8 replies on “Burning bridges never made me cry”

  1. I go through phases with the ‘work’ thing – atm we are doing something similar and having a bit of work time each day – I made lists of activities so they still get a choice, they have to choose two things to do – and there are all sorts of things on my list … and the list changes from time to time too!

    Glad you found Dogger … and go for it with the group, sounds great, I hope you can drum up some support 🙂

  2. Oh well, I did the “sharpen your ideas up my girl, or get yourself off to school” line today. What IS wrong with me.So well done for being so organised and yet relaxed about it. You get thrown out of our library if your phone goes off. I do like your new blog btw. It was SO hard to read before 🙂

  3. Nothing is wrong with you Joyce, I regularly ‘threaten’ school, and I know its not productive and I know it wouldn’t ever happen anyway but it always does the trick 🙁 I think we all know that no matter how much we want to HE there is a level of sacrifice involved (just like parenting in general!) and I do expect some sort of committment in return.
    Glad you like the new blog, I love everything about it (thanks Jax!)

  4. Um, Big isn’t sure on counting past 20, should I be worried? I’m not 😉 I find that these things go in spurts with her, and right at the moment it seems to be everything thats unfolding. I ummed and ahhed about doing work every day, but have now discovered that having stuff on hand ready to do if she asks for something, and leaping on any expressed interests seems to work pretty well…

  5. Nope, I think it just happens – well, that was my experience with Abbie, anyway – and I wasn’t even taking any notice whenever Anna learnt counting past 20! Joe calls it ‘twenteen’ and definitely can’t go any further!

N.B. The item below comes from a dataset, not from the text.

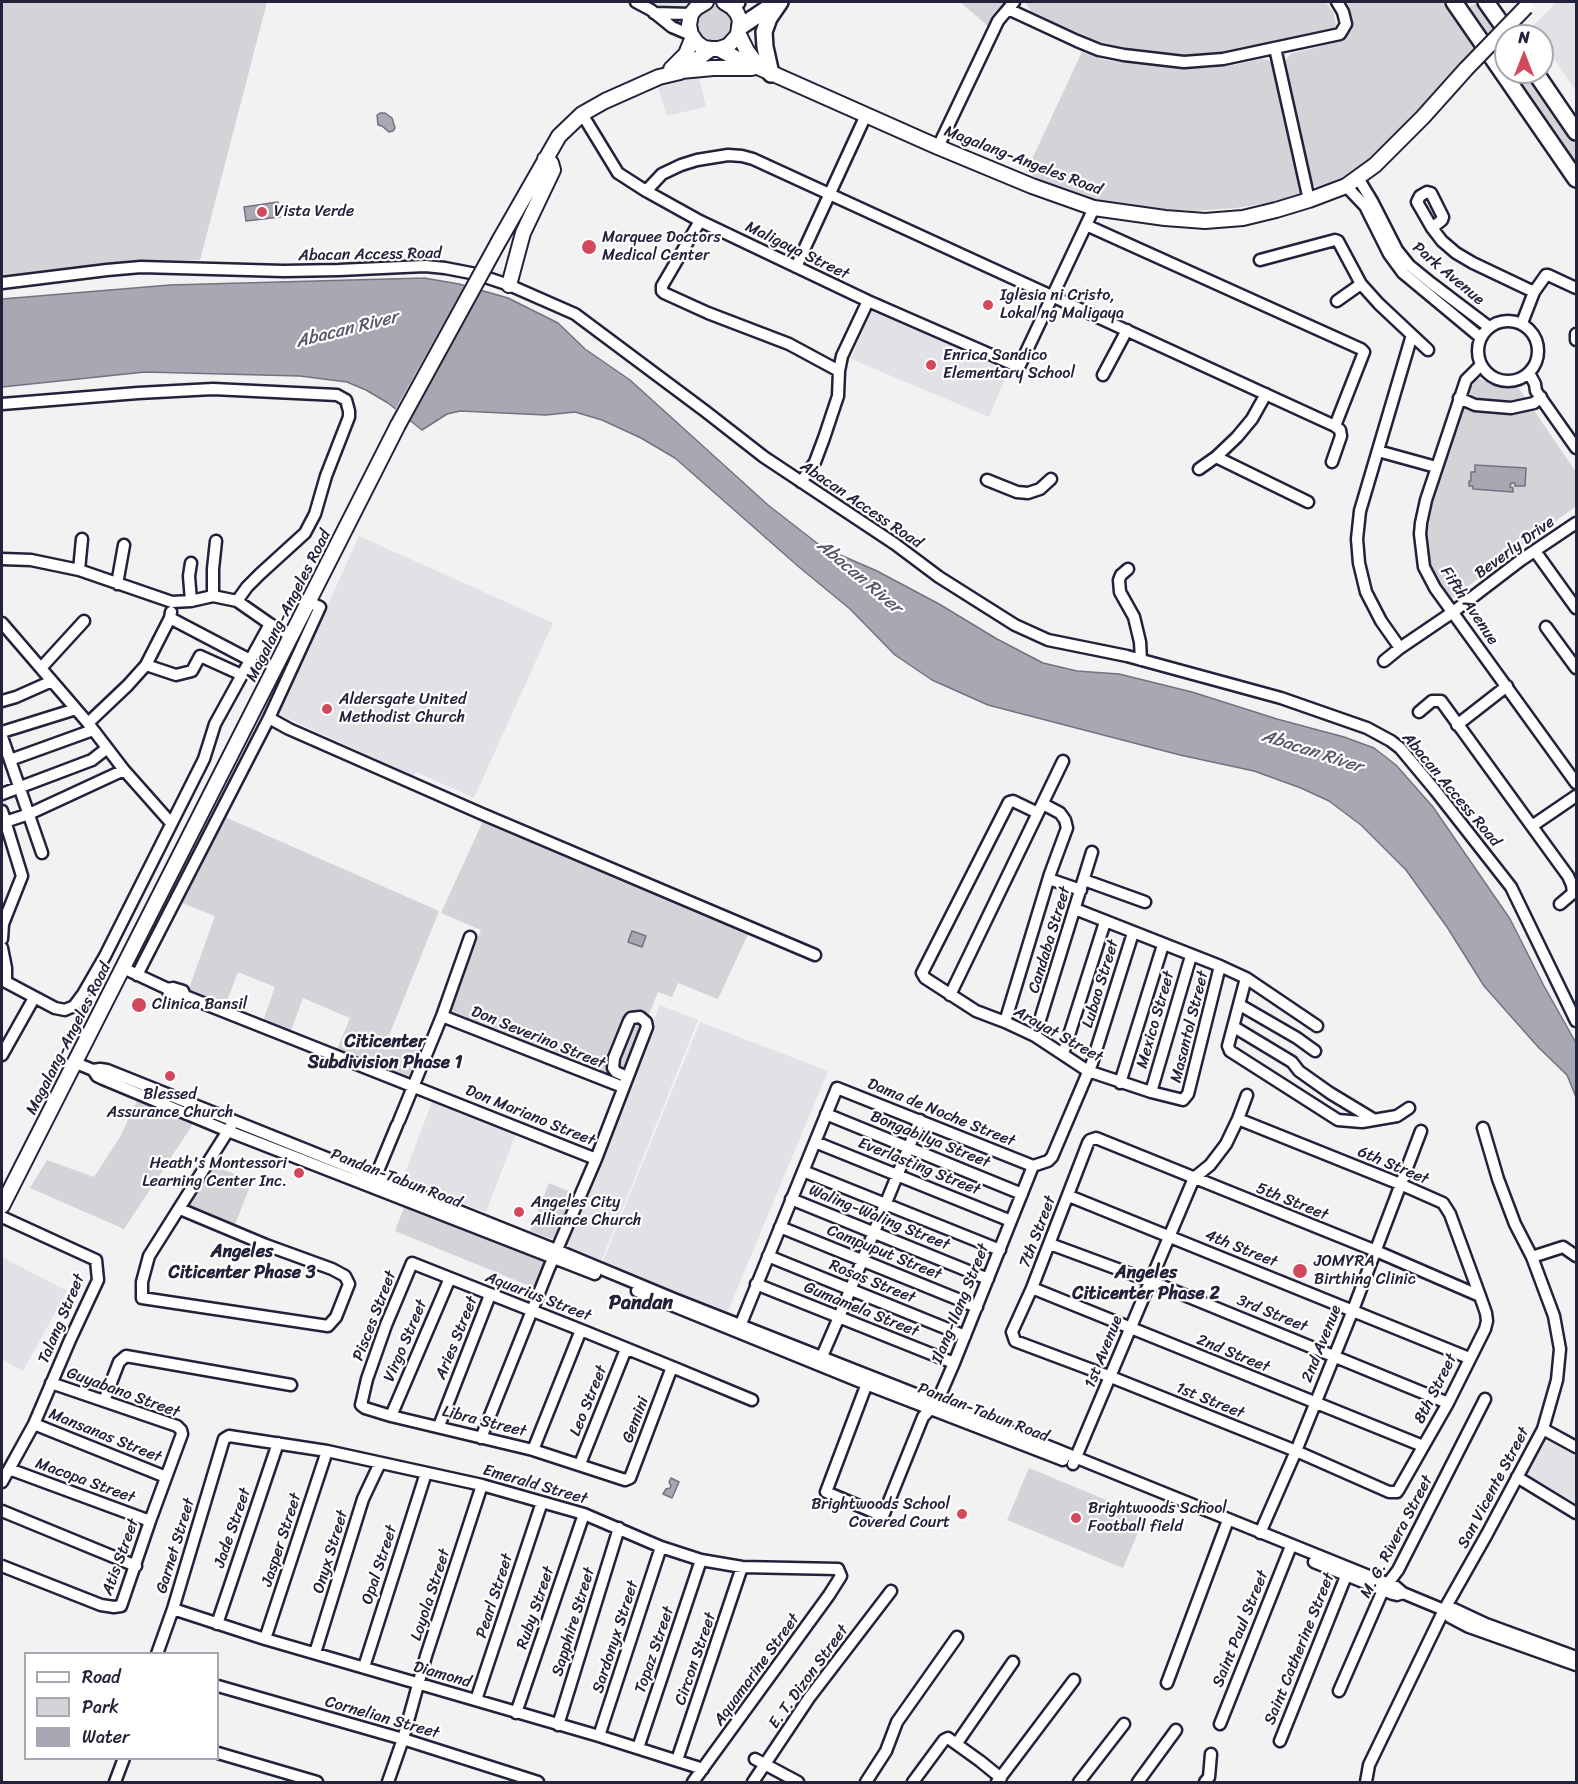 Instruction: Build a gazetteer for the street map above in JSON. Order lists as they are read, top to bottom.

  6. lol, well, I hardly think Lije’s a mathematical genius, but if he shows any talent in that direction, blame his genes 😉 Out of 2 parents, an aunt and an uncle and 4 grandparents, we have 5 and about a half (mny brother never finished his) maths degrees! (And of course now, C who is the innumerate numpty of his family, spends huge amounts of his working time doing financial stuff with big numbers.)

    {shrug} If it makes you fel any better, I compare my children to *myself* at similar ages, and compare what my dad was doing with me, and it makes me feel bad ….

  7. I guess it’s less about comparing him with other kids and more about comparing what I do with him to other parents really! I just worry a bit that we spend a lot of time gallivanting or playing and very little time sat down ‘doing education’.
    However as I am about to blog I think I had made a grave error in changing our path and am about to run back to the old one very quickly 🙂
    And yes, I had forgotten that Lije’s destiny is in being a nymbers wizard in some way 🙂

  8. Ah, you see Nic, on days when you’re wondering whether you’re doing enough, ignore the rest of the blogring, and just read mine 😉

    Have just done 2 minutes tidying the playroom and then came back to the computer just to see whether you’d blogged or commented this morning!